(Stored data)
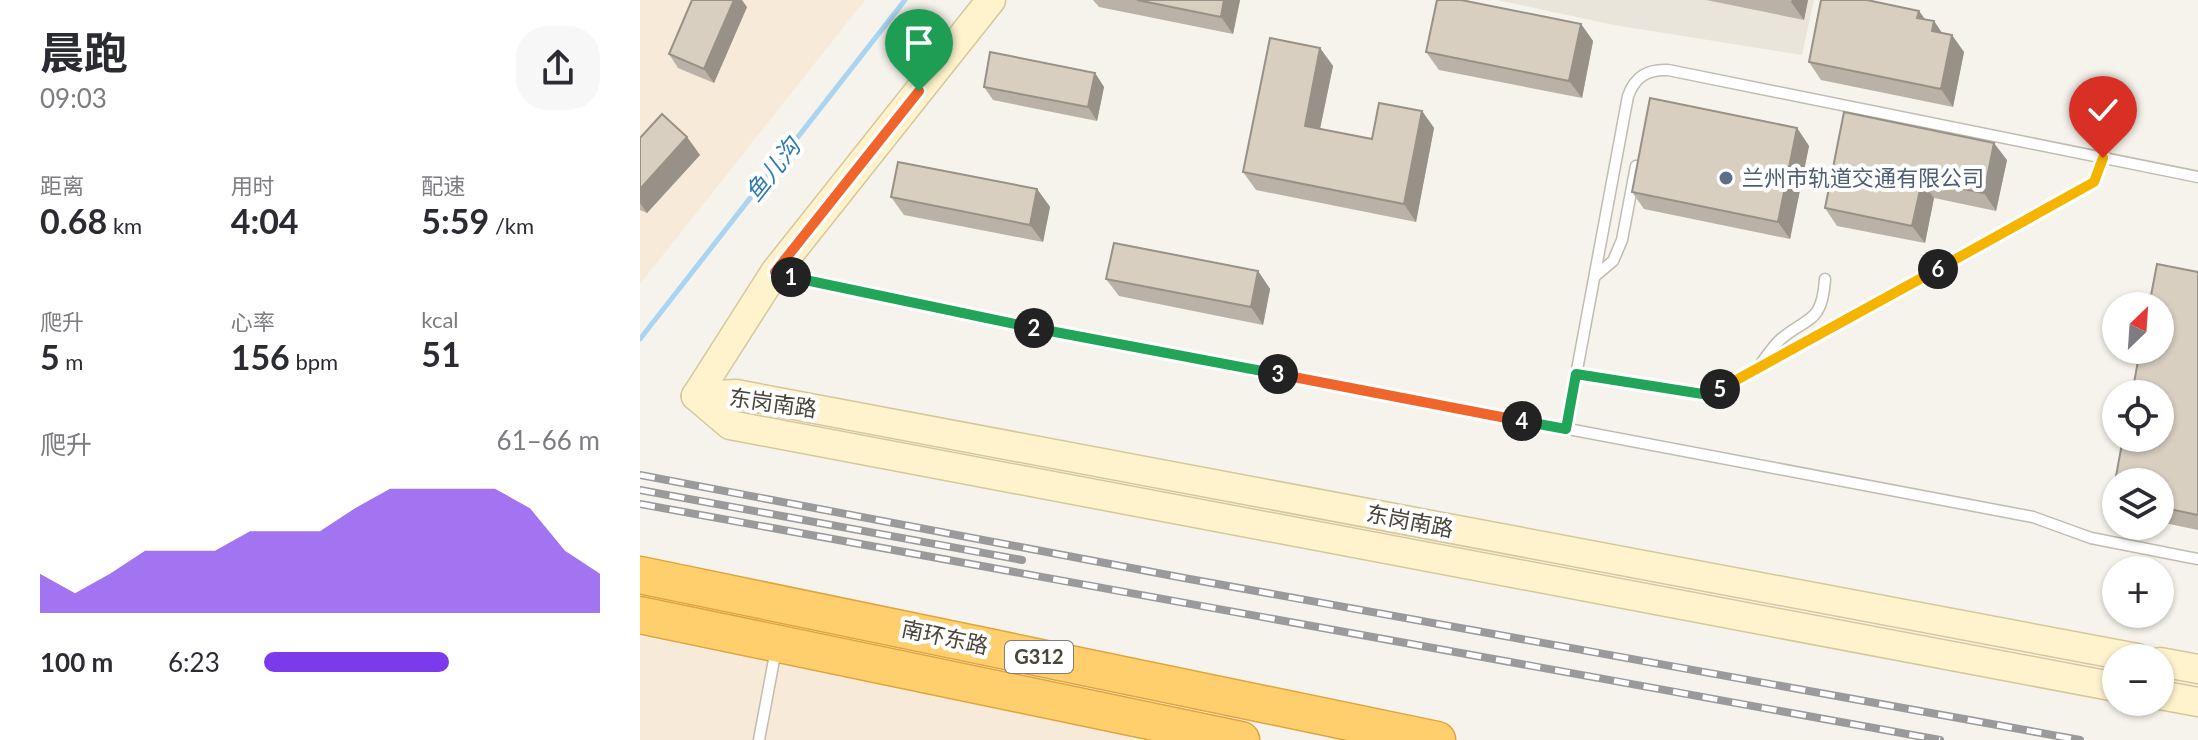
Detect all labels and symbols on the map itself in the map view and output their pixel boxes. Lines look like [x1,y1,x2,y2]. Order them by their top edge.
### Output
pin [885,9,953,91]
pin [2069,76,2137,158]
water label: 鱼儿沟 [738,129,807,206]
place label: 兰州市轨道交通有限公司 [1742,164,1984,191]
marker: 兰州市轨道交通有限公司 [1717,169,1735,187]
pin: 6 [1918,249,1958,289]
pin: 1 [771,257,811,297]
north arrow [2102,292,2174,364]
pin: 2 [1014,308,1054,348]
pin: 3 [1258,354,1298,394]
pin: 5 [1700,369,1740,409]
street label: 东岗南路 [728,383,819,422]
pin: 4 [1502,401,1542,441]
street label: 东岗南路 [1364,499,1456,542]
street label: 南环东路 [899,614,991,659]
road number: G312 [1005,641,1073,673]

• [What you have to do]:
Return the complete data unchanged and include none of the pictures.

• [The answer]:
Detect all labels and symbols on the map itself in the map view and output their pixel boxes. Lines look like [x1,y1,x2,y2]. Order them by their top edge.
### Output
pin [885,9,953,91]
pin [2069,76,2137,158]
water label: 鱼儿沟 [738,129,807,206]
place label: 兰州市轨道交通有限公司 [1742,164,1984,191]
marker: 兰州市轨道交通有限公司 [1717,169,1735,187]
pin: 6 [1918,249,1958,289]
pin: 1 [771,257,811,297]
north arrow [2102,292,2174,364]
pin: 2 [1014,308,1054,348]
pin: 3 [1258,354,1298,394]
pin: 5 [1700,369,1740,409]
street label: 东岗南路 [728,383,819,422]
pin: 4 [1502,401,1542,441]
street label: 东岗南路 [1364,499,1456,542]
street label: 南环东路 [899,614,991,659]
road number: G312 [1005,641,1073,673]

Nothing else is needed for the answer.